I was recently asked by someone if she could ask some questions about my son that has special needs.  The person who asked had every right to ask questions.  Why?  Because she is truly invested in our family and in my son.  

But this led to us talking about who does and doesn't have the right to ask personal questions about kids with special needs.  Some people think they have the right to ask such personal questions that it sends me over the edge at times.  I have stopped going to parties of even close friends because there will be people there that think because we are a friend of a friend that gives them the A-Okay to ask invasive questions.  Think again, people!

Here are a few tips to know if you should or shouldn't ask questions.  

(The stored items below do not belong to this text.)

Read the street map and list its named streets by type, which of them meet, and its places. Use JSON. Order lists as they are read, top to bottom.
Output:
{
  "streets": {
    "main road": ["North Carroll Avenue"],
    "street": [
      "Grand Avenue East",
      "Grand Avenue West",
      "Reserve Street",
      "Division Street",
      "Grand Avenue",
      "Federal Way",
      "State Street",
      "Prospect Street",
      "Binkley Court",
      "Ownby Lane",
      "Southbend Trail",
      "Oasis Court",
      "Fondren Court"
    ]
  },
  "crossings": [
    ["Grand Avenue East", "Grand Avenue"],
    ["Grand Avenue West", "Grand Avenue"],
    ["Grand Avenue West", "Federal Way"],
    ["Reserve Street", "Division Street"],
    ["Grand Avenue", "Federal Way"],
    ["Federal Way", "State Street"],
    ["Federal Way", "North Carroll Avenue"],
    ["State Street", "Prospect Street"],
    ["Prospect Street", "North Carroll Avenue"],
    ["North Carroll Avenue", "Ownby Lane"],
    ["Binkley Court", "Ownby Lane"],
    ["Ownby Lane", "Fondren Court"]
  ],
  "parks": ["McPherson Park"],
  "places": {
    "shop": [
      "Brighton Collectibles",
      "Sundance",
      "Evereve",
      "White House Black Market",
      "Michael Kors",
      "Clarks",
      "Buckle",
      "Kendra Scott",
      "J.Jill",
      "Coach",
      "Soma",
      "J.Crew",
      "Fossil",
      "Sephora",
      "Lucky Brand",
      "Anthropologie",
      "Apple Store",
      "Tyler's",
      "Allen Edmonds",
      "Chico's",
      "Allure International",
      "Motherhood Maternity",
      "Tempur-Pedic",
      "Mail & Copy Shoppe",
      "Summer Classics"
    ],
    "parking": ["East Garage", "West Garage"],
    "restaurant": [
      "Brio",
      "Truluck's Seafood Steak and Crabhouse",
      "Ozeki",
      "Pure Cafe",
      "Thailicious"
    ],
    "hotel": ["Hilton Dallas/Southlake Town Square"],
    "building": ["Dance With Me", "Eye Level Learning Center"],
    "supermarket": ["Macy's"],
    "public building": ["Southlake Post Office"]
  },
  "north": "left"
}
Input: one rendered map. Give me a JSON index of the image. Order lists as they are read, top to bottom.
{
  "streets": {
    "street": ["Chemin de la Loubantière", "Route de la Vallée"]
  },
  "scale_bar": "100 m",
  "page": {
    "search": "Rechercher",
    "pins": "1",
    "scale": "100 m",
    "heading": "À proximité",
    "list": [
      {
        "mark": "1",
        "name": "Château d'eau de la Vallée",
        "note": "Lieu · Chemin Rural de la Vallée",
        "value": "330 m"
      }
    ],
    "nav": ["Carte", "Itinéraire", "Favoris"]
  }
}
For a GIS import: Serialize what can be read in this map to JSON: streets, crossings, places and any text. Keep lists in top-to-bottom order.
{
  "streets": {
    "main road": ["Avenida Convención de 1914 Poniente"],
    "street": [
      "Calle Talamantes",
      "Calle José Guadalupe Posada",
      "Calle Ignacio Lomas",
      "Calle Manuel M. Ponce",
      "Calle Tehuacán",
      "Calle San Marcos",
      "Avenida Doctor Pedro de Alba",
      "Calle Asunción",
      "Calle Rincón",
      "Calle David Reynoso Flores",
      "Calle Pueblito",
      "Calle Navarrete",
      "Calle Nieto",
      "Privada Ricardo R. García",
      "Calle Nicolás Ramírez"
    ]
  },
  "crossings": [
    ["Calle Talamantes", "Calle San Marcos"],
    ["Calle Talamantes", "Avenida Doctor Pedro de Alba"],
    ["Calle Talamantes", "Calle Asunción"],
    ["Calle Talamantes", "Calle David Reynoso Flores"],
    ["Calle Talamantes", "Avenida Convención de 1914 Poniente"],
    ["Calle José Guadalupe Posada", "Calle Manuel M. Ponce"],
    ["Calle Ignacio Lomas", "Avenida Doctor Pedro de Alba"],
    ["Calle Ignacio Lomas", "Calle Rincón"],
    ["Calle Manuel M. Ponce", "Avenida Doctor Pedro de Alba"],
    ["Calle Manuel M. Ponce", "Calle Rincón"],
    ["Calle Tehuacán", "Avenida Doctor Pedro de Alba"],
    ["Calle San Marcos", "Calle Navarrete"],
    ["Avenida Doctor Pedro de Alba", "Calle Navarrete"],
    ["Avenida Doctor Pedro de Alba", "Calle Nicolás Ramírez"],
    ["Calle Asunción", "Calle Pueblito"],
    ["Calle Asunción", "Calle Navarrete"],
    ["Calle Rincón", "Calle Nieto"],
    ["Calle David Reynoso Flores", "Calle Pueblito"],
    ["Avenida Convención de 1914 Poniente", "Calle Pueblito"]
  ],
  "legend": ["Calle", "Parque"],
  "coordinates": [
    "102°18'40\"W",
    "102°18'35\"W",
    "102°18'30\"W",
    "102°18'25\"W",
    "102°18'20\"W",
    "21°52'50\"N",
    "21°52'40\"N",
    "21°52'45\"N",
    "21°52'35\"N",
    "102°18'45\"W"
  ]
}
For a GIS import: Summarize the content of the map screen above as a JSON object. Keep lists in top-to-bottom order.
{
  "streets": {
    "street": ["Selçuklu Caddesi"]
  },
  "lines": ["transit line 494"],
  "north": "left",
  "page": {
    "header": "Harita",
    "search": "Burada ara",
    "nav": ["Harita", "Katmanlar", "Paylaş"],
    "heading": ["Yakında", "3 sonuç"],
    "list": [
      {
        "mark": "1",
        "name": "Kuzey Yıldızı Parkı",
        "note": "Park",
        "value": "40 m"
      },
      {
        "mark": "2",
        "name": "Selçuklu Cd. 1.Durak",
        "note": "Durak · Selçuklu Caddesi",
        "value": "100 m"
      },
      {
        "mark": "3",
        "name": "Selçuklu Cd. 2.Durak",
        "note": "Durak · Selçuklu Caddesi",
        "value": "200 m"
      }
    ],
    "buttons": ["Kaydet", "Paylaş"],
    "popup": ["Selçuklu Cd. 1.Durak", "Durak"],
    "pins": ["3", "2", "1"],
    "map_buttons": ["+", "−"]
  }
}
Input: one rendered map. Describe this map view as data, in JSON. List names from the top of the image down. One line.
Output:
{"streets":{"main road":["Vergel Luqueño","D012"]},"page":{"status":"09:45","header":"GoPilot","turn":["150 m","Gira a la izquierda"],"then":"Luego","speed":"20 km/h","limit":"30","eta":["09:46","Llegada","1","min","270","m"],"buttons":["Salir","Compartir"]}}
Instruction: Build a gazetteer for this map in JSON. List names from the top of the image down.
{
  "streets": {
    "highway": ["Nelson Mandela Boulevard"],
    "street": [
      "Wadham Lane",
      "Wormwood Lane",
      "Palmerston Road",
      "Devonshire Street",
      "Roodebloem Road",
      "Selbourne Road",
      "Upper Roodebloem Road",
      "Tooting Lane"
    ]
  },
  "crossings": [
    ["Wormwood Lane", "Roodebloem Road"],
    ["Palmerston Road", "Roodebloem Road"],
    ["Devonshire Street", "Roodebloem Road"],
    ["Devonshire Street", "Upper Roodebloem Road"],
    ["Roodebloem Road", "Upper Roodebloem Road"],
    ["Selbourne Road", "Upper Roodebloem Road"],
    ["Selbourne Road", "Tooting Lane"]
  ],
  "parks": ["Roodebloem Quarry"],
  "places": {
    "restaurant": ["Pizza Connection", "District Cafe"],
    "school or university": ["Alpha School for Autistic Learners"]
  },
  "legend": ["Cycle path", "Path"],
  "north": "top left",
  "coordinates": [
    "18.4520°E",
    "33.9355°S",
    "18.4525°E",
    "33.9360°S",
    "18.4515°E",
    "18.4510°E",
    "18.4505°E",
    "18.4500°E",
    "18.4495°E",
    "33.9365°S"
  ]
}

Are you a close family member?  And by close I don't just mean related.  Do you see each other, interact, hang out often?  Then you have probably earned the right to ask questions.  You probably already know the detailed stuff.  Do you see each other only on holidays?  With so many forms of technology to connect you may be close and only actually see each other at family gatherings.  But if you only speak at the potlucks then maybe ease into some general questions first and see where it leads.  Take your que from the parents.  If they seem open to more questions then by all means keep the dialog open.  If your questions get answered with short yes or no's.  It might be best to end the interrogation before you get punched and one of those fabulous family fights breaks out.

Are you a close friend?  And by close I mean would she answer your text in the middle of the night?  For me, other than the aforementioned close family, this is a pretty short list of about two people.  I could maybe stretch it to three for an emergency.  But I NEEEED my sleep so that text better be important.  And those two people know that.  They also know at what time I will no longer be answering texts.  Sure, you can send as many as you want.  But these two people are the only two people that will get an answer from me after that time and they know this.  So go ahead and test this theory if you think you need to, but my advice is to think it through first.  (I get kind of cranky after a certain time.  My family calls it the vampire coming out if that gives you any warning, hehe.)  If you don't think the special needs parent would answer your text in the middle of the night, then don't ask her personal questions about her child.  If she leads the conversation to these subjects, then she has given you an open door to ask some questions.  But be gentle.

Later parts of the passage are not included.